WHAT TO DO → Restate all of the data below word for word.

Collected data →

++++++++++

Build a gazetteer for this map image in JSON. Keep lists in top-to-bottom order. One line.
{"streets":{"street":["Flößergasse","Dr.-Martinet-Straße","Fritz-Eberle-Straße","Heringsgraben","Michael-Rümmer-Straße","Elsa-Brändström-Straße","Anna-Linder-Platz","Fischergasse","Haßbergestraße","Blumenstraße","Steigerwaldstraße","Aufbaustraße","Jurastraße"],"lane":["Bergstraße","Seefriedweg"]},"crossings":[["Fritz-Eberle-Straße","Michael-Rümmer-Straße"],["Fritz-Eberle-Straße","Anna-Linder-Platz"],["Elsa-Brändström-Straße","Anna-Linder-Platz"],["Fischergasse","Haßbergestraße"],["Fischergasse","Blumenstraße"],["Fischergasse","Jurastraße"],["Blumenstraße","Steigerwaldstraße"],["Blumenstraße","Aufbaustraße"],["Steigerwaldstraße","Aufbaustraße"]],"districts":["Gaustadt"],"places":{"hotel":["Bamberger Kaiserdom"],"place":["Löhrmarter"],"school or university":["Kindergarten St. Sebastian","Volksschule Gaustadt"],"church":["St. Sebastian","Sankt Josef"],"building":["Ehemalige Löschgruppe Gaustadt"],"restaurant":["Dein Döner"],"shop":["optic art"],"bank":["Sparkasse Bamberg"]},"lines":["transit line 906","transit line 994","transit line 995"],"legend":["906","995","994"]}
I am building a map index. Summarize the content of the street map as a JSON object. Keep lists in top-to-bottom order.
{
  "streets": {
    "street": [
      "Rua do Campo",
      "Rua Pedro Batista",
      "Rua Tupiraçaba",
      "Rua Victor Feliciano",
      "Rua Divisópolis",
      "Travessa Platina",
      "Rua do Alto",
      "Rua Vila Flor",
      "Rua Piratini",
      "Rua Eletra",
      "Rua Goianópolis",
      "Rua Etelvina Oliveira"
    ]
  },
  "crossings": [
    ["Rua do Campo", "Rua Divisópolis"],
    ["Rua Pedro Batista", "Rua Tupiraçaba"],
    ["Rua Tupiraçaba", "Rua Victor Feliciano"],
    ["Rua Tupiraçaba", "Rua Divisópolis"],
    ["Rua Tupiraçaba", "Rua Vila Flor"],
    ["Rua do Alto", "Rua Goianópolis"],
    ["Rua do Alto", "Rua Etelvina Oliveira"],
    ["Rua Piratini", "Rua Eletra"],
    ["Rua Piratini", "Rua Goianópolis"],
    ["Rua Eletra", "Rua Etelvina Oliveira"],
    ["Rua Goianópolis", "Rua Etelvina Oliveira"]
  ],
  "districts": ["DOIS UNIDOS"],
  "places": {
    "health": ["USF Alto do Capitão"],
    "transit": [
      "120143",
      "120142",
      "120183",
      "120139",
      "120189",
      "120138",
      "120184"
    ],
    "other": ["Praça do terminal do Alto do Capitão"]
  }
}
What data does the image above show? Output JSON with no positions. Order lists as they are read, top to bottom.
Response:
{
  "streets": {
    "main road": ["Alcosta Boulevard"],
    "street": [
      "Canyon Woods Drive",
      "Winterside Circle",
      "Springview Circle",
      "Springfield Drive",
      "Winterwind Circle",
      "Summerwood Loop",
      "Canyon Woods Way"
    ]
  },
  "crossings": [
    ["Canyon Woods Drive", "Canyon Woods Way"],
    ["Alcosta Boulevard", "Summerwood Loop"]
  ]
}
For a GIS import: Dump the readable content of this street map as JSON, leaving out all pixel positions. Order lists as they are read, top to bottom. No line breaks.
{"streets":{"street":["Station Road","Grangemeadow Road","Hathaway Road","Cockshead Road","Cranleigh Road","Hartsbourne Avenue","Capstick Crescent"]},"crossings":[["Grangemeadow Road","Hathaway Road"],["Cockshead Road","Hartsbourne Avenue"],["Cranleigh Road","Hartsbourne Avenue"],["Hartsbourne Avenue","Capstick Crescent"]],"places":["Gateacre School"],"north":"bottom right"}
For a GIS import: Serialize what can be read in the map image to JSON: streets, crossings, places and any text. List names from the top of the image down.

++++++++++

RESPONSE TO THIS TASK →
Build a gazetteer for this map image in JSON. Keep lists in top-to-bottom order. One line.
{"streets":{"street":["Flößergasse","Dr.-Martinet-Straße","Fritz-Eberle-Straße","Heringsgraben","Michael-Rümmer-Straße","Elsa-Brändström-Straße","Anna-Linder-Platz","Fischergasse","Haßbergestraße","Blumenstraße","Steigerwaldstraße","Aufbaustraße","Jurastraße"],"lane":["Bergstraße","Seefriedweg"]},"crossings":[["Fritz-Eberle-Straße","Michael-Rümmer-Straße"],["Fritz-Eberle-Straße","Anna-Linder-Platz"],["Elsa-Brändström-Straße","Anna-Linder-Platz"],["Fischergasse","Haßbergestraße"],["Fischergasse","Blumenstraße"],["Fischergasse","Jurastraße"],["Blumenstraße","Steigerwaldstraße"],["Blumenstraße","Aufbaustraße"],["Steigerwaldstraße","Aufbaustraße"]],"districts":["Gaustadt"],"places":{"hotel":["Bamberger Kaiserdom"],"place":["Löhrmarter"],"school or university":["Kindergarten St. Sebastian","Volksschule Gaustadt"],"church":["St. Sebastian","Sankt Josef"],"building":["Ehemalige Löschgruppe Gaustadt"],"restaurant":["Dein Döner"],"shop":["optic art"],"bank":["Sparkasse Bamberg"]},"lines":["transit line 906","transit line 994","transit line 995"],"legend":["906","995","994"]}
I am building a map index. Summarize the content of the street map as a JSON object. Keep lists in top-to-bottom order.
{
  "streets": {
    "street": [
      "Rua do Campo",
      "Rua Pedro Batista",
      "Rua Tupiraçaba",
      "Rua Victor Feliciano",
      "Rua Divisópolis",
      "Travessa Platina",
      "Rua do Alto",
      "Rua Vila Flor",
      "Rua Piratini",
      "Rua Eletra",
      "Rua Goianópolis",
      "Rua Etelvina Oliveira"
    ]
  },
  "crossings": [
    ["Rua do Campo", "Rua Divisópolis"],
    ["Rua Pedro Batista", "Rua Tupiraçaba"],
    ["Rua Tupiraçaba", "Rua Victor Feliciano"],
    ["Rua Tupiraçaba", "Rua Divisópolis"],
    ["Rua Tupiraçaba", "Rua Vila Flor"],
    ["Rua do Alto", "Rua Goianópolis"],
    ["Rua do Alto", "Rua Etelvina Oliveira"],
    ["Rua Piratini", "Rua Eletra"],
    ["Rua Piratini", "Rua Goianópolis"],
    ["Rua Eletra", "Rua Etelvina Oliveira"],
    ["Rua Goianópolis", "Rua Etelvina Oliveira"]
  ],
  "districts": ["DOIS UNIDOS"],
  "places": {
    "health": ["USF Alto do Capitão"],
    "transit": [
      "120143",
      "120142",
      "120183",
      "120139",
      "120189",
      "120138",
      "120184"
    ],
    "other": ["Praça do terminal do Alto do Capitão"]
  }
}
What data does the image above show? Output JSON with no positions. Order lists as they are read, top to bottom.
Response:
{
  "streets": {
    "main road": ["Alcosta Boulevard"],
    "street": [
      "Canyon Woods Drive",
      "Winterside Circle",
      "Springview Circle",
      "Springfield Drive",
      "Winterwind Circle",
      "Summerwood Loop",
      "Canyon Woods Way"
    ]
  },
  "crossings": [
    ["Canyon Woods Drive", "Canyon Woods Way"],
    ["Alcosta Boulevard", "Summerwood Loop"]
  ]
}
For a GIS import: Dump the readable content of this street map as JSON, leaving out all pixel positions. Order lists as they are read, top to bottom. No line breaks.
{"streets":{"street":["Station Road","Grangemeadow Road","Hathaway Road","Cockshead Road","Cranleigh Road","Hartsbourne Avenue","Capstick Crescent"]},"crossings":[["Grangemeadow Road","Hathaway Road"],["Cockshead Road","Hartsbourne Avenue"],["Cranleigh Road","Hartsbourne Avenue"],["Hartsbourne Avenue","Capstick Crescent"]],"places":["Gateacre School"],"north":"bottom right"}
For a GIS import: Serialize what can be read in the map image to JSON: streets, crossings, places and any text. List names from the top of the image down.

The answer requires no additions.